▸ **What you will do**: Would you copy all lines in the data that contain the word "columns"?
--- Provided data Enclosed Below ---
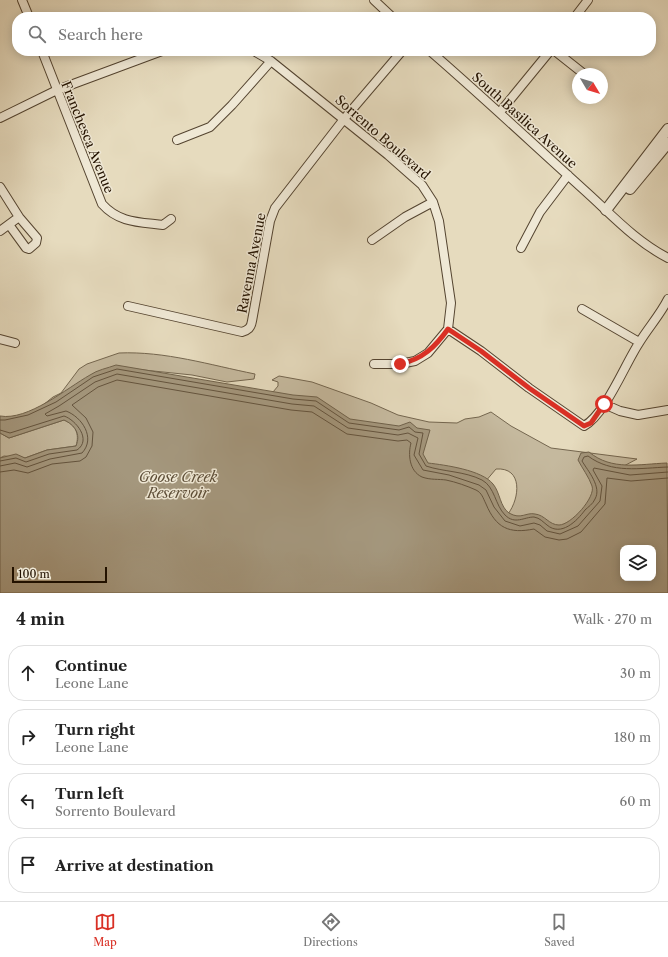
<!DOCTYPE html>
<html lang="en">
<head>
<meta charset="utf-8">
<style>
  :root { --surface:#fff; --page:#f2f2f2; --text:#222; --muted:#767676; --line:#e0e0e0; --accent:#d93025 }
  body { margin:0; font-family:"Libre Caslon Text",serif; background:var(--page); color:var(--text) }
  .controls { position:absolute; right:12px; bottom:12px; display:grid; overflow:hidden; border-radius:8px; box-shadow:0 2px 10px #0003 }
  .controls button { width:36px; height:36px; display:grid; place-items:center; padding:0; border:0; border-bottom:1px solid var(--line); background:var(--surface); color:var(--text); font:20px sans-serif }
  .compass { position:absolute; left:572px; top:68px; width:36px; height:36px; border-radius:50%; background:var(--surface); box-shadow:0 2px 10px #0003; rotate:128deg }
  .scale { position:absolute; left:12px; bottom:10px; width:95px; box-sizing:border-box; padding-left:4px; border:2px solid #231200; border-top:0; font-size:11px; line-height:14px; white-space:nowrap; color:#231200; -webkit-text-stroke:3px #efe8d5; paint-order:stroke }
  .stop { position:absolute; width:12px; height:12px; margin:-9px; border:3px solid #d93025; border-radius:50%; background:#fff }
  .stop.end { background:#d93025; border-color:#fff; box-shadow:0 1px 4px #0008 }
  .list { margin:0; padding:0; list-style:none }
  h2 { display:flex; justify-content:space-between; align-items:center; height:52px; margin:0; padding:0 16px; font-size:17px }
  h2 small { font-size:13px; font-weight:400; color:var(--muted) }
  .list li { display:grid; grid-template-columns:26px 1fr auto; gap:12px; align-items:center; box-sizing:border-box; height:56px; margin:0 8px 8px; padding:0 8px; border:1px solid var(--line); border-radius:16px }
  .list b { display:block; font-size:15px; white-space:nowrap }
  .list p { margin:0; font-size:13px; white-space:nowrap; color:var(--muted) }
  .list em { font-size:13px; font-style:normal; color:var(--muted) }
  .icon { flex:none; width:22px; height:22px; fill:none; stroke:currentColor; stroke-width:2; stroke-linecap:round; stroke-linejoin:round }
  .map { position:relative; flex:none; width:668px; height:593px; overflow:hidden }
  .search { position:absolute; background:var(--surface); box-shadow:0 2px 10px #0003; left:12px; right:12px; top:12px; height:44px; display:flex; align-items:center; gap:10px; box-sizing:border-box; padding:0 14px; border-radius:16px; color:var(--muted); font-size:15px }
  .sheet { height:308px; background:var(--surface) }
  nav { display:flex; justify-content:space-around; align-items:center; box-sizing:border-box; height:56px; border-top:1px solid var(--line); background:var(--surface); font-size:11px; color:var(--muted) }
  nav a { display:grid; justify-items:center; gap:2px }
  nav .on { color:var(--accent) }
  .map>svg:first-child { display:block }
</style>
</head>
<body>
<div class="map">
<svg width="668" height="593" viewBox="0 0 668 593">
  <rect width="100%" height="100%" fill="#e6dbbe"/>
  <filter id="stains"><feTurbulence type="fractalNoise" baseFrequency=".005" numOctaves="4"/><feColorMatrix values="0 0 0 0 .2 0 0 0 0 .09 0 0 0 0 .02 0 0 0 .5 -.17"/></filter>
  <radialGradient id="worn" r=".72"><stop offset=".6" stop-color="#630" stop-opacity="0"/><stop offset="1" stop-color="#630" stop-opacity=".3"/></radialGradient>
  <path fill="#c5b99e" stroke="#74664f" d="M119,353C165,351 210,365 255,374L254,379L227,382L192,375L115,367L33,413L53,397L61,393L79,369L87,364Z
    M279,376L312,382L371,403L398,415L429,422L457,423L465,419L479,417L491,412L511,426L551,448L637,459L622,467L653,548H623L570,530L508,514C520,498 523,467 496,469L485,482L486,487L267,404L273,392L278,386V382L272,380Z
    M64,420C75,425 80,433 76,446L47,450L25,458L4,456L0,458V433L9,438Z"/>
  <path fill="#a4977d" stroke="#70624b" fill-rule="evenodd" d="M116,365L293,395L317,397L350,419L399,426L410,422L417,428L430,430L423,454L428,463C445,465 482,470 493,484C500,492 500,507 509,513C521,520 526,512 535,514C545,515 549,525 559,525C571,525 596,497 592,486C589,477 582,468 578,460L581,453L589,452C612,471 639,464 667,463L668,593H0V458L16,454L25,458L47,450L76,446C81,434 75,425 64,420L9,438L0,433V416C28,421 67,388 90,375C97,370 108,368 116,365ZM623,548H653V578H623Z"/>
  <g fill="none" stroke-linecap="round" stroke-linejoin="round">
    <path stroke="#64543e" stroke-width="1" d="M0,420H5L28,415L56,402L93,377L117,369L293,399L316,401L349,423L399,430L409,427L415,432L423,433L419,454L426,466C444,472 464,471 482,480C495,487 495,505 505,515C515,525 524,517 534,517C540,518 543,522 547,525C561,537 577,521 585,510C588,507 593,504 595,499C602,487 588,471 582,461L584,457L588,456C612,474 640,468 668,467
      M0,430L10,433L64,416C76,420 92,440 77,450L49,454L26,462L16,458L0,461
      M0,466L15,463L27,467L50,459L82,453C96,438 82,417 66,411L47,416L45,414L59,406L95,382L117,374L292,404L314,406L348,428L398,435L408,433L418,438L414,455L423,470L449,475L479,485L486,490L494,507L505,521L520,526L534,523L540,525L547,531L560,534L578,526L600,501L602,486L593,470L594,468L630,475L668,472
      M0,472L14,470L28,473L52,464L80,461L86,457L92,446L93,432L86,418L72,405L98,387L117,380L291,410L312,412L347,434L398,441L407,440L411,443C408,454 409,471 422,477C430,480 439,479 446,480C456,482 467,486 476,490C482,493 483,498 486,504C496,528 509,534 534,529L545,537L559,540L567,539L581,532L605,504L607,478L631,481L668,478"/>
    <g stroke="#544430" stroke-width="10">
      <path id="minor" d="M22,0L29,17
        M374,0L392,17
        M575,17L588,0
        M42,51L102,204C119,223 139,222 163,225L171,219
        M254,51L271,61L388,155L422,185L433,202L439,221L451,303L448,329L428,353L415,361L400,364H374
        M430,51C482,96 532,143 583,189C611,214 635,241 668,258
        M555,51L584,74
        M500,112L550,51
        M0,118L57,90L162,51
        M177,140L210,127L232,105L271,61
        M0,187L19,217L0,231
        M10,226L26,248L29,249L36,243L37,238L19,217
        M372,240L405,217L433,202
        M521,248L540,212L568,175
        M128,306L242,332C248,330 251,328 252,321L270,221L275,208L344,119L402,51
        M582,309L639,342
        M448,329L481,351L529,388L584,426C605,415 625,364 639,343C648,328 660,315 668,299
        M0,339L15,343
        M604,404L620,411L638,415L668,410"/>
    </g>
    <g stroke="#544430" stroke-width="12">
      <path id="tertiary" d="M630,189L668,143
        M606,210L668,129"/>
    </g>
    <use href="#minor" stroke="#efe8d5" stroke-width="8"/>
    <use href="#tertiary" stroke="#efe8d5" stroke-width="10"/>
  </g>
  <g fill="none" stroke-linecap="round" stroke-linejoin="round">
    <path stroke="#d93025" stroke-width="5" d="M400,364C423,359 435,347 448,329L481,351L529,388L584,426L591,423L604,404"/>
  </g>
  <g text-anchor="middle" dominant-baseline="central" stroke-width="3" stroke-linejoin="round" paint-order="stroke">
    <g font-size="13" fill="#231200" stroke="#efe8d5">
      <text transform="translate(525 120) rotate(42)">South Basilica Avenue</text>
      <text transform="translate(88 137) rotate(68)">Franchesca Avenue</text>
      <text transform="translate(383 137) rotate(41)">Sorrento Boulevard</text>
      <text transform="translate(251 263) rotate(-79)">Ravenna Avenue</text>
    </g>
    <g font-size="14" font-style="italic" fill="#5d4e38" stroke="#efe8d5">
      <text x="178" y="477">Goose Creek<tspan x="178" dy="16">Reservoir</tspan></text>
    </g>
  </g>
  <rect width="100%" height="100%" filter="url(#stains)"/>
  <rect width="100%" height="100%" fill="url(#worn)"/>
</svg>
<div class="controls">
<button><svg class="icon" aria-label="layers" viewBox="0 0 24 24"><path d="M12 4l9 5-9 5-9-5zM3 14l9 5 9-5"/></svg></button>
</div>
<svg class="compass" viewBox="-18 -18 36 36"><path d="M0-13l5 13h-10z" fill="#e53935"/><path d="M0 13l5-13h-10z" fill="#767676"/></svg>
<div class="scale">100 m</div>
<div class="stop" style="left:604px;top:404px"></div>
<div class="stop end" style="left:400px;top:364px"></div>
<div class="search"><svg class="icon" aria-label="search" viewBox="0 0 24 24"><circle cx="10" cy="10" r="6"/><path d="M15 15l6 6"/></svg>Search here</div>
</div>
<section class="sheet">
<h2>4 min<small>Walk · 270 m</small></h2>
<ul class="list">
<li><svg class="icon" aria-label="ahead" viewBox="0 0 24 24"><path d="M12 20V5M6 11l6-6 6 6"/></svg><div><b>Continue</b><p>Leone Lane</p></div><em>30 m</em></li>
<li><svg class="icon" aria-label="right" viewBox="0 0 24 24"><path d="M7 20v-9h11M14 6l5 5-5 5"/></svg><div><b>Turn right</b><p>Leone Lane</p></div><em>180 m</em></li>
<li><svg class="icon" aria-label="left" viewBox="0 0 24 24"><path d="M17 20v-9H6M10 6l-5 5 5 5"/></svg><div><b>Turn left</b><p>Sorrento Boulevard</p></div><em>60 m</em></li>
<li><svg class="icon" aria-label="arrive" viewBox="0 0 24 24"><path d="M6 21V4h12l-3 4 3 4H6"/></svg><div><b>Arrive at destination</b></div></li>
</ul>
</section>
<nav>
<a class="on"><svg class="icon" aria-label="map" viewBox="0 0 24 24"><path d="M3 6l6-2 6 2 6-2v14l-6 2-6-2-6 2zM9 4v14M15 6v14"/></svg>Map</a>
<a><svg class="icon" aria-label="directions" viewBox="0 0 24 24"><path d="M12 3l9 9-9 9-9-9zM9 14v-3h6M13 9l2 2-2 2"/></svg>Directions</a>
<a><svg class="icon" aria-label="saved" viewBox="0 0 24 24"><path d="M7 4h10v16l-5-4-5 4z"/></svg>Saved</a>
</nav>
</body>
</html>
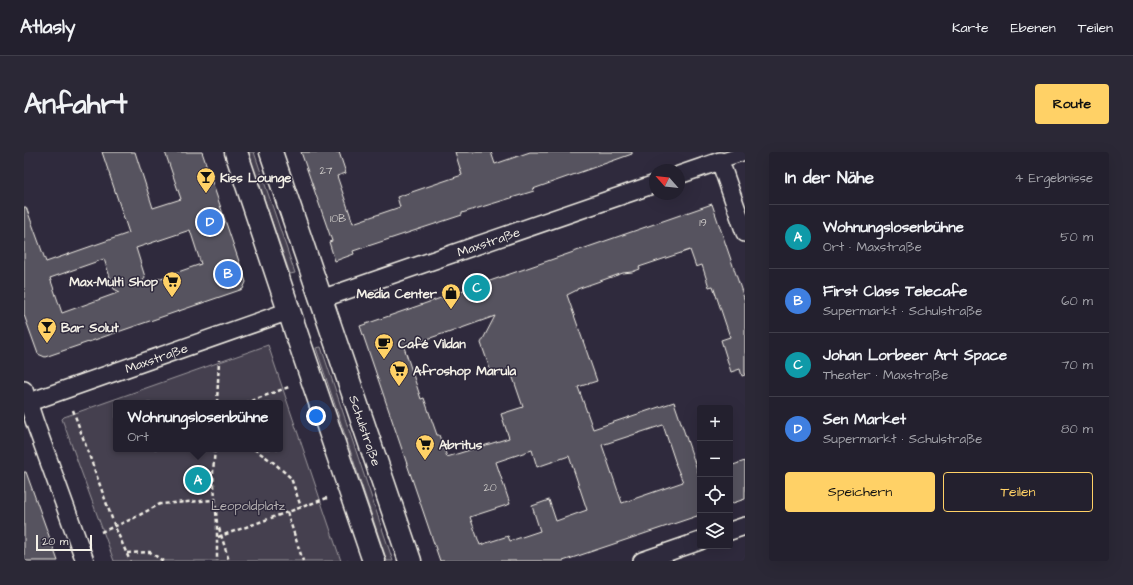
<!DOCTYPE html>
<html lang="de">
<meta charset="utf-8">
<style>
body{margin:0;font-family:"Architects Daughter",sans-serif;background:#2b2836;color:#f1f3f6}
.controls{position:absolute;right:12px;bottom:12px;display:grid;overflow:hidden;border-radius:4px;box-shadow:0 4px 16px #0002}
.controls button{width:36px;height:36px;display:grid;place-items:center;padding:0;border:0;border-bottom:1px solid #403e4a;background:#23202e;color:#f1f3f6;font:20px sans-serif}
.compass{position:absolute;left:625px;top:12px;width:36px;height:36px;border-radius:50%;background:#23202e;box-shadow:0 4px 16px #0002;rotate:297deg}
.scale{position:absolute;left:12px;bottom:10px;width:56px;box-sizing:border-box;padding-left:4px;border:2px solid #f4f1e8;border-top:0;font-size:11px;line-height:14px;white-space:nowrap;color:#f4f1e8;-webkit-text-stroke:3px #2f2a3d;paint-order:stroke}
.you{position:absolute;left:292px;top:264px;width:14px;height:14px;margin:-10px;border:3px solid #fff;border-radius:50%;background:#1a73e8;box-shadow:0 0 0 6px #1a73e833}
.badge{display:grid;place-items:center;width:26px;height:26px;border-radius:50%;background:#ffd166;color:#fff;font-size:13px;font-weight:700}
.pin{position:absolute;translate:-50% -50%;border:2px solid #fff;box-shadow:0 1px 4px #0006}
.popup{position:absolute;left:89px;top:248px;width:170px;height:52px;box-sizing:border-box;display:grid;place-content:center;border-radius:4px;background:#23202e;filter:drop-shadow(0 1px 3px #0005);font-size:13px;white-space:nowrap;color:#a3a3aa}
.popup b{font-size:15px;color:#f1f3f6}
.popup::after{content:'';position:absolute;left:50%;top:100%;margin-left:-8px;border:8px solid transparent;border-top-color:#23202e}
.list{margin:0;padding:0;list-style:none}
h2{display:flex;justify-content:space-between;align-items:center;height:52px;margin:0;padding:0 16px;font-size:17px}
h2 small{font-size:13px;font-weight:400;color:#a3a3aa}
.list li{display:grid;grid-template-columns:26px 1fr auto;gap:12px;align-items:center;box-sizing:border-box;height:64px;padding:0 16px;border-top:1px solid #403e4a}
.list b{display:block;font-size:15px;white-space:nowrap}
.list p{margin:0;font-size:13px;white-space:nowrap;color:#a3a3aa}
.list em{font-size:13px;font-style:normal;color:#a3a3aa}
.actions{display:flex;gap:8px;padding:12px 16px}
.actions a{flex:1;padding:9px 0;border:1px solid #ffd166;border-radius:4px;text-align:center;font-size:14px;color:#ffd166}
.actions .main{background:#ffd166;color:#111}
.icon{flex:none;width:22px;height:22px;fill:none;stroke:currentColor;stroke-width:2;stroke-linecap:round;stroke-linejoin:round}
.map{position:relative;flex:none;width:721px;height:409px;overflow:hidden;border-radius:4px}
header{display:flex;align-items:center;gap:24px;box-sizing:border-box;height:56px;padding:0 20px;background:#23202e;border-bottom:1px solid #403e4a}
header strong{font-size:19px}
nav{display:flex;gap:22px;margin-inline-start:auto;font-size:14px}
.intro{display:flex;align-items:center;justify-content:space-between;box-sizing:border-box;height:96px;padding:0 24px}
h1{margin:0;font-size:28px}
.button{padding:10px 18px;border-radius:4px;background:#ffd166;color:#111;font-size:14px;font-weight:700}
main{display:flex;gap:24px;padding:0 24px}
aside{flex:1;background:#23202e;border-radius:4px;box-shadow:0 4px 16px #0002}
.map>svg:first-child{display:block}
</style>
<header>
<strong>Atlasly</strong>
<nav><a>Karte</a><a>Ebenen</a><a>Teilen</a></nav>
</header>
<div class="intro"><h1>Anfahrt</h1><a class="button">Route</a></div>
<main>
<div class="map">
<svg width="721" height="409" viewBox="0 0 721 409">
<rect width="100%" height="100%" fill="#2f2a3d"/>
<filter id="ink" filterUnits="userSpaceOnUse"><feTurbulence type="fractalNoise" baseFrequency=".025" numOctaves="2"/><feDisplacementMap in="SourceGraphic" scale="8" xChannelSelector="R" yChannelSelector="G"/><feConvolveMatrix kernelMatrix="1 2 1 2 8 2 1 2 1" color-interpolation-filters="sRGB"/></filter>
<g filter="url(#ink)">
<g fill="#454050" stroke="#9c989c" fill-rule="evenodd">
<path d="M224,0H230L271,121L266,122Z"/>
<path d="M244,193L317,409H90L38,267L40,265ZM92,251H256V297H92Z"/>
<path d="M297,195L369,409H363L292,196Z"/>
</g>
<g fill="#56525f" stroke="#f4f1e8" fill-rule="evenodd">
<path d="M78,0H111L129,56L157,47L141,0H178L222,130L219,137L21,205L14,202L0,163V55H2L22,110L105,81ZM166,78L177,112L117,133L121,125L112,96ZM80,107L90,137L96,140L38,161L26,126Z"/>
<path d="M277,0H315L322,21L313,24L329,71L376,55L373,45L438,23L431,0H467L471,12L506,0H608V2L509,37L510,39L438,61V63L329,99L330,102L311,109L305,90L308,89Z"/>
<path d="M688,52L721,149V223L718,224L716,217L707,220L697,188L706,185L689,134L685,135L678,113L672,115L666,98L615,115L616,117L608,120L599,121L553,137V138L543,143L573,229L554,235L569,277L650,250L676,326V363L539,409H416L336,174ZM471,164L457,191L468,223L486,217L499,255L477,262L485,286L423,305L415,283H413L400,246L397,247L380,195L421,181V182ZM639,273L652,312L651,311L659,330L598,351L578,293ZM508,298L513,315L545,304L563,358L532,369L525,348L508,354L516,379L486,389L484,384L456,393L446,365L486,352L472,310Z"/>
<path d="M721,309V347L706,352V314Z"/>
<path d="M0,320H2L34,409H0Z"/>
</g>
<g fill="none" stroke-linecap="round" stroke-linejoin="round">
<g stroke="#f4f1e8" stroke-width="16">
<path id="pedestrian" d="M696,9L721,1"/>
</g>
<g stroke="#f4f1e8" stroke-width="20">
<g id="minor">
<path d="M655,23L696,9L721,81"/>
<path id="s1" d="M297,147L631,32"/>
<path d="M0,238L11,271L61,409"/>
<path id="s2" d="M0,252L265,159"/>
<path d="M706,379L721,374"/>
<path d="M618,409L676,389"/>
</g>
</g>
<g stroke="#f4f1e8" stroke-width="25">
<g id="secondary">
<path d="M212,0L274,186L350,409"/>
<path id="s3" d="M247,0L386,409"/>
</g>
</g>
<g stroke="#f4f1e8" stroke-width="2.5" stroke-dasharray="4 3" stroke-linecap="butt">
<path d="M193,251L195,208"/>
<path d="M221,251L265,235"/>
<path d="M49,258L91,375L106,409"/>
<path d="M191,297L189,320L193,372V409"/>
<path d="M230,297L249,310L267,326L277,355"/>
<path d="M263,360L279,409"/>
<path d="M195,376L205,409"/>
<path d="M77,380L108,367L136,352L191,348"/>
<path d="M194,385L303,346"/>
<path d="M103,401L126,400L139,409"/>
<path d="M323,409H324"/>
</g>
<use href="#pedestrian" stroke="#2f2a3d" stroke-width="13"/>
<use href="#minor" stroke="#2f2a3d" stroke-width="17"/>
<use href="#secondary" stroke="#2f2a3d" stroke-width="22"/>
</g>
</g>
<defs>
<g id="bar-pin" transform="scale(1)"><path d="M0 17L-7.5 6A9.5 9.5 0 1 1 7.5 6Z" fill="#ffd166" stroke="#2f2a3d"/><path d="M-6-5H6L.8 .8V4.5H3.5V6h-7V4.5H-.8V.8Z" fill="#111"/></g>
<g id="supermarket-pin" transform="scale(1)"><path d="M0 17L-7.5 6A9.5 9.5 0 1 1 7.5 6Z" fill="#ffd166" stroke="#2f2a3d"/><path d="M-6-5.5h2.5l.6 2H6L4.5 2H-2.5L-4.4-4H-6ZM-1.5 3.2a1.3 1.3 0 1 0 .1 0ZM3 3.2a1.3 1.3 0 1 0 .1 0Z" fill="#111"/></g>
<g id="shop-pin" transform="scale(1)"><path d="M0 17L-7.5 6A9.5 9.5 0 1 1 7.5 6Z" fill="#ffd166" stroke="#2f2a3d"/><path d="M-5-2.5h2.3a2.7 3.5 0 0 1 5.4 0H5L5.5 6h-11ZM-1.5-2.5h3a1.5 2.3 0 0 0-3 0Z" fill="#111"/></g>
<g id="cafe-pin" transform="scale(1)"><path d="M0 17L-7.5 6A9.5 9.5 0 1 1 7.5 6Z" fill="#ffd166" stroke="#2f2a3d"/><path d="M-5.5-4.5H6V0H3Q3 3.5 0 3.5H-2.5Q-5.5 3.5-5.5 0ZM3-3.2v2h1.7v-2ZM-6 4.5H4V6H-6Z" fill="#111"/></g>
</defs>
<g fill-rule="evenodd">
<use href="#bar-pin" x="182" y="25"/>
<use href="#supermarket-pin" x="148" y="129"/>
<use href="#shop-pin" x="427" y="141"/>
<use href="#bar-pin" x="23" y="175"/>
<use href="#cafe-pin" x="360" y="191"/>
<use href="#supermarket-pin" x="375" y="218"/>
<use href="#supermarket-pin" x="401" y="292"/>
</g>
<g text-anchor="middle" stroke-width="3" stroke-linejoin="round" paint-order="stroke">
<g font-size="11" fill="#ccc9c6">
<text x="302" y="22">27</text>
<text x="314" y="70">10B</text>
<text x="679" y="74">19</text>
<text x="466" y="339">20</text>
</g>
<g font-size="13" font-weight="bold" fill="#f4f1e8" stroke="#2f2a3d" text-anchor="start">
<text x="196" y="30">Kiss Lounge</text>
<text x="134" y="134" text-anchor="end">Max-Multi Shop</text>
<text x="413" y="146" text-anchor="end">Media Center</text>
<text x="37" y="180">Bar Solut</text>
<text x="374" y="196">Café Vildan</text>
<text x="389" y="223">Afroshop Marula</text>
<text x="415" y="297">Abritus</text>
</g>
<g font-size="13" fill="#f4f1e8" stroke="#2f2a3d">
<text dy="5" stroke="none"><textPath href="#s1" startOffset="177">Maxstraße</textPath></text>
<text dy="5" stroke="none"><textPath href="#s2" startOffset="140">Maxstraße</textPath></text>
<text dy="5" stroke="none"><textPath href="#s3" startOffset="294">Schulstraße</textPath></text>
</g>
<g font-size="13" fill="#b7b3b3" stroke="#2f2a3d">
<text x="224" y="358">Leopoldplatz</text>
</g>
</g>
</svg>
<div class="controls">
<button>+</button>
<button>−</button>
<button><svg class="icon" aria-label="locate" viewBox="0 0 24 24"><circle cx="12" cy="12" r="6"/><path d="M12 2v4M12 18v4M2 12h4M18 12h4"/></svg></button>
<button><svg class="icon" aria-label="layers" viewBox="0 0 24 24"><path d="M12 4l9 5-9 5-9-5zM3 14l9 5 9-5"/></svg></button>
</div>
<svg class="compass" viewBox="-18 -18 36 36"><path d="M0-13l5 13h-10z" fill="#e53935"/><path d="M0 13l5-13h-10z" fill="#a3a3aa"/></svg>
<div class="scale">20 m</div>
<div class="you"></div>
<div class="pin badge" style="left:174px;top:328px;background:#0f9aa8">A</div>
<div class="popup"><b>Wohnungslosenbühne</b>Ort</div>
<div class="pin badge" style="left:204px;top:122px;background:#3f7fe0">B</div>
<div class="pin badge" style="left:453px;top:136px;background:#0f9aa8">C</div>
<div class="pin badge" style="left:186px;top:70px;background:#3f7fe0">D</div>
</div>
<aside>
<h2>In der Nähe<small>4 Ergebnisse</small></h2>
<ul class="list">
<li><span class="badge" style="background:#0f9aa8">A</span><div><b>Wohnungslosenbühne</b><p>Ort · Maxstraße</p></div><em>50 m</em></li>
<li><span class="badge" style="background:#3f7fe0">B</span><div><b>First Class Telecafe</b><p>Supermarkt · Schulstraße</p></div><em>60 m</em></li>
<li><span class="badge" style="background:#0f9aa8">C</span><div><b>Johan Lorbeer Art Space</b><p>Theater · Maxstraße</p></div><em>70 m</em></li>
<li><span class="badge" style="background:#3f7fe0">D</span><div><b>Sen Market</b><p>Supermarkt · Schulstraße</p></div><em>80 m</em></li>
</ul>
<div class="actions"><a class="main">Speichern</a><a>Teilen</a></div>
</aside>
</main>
--- End of Enclosed Provided data ---
▸ **Output for this task**:
  .list li { display:grid; grid-template-columns:26px 1fr auto; gap:12px; align-items:center; box-sizing:border-box; height:56px; margin:0 8px 8px; padding:0 8px; border:1px solid var(--line); border-radius:16px }
.list li{display:grid;grid-template-columns:26px 1fr auto;gap:12px;align-items:center;box-sizing:border-box;height:64px;padding:0 16px;border-top:1px solid #403e4a}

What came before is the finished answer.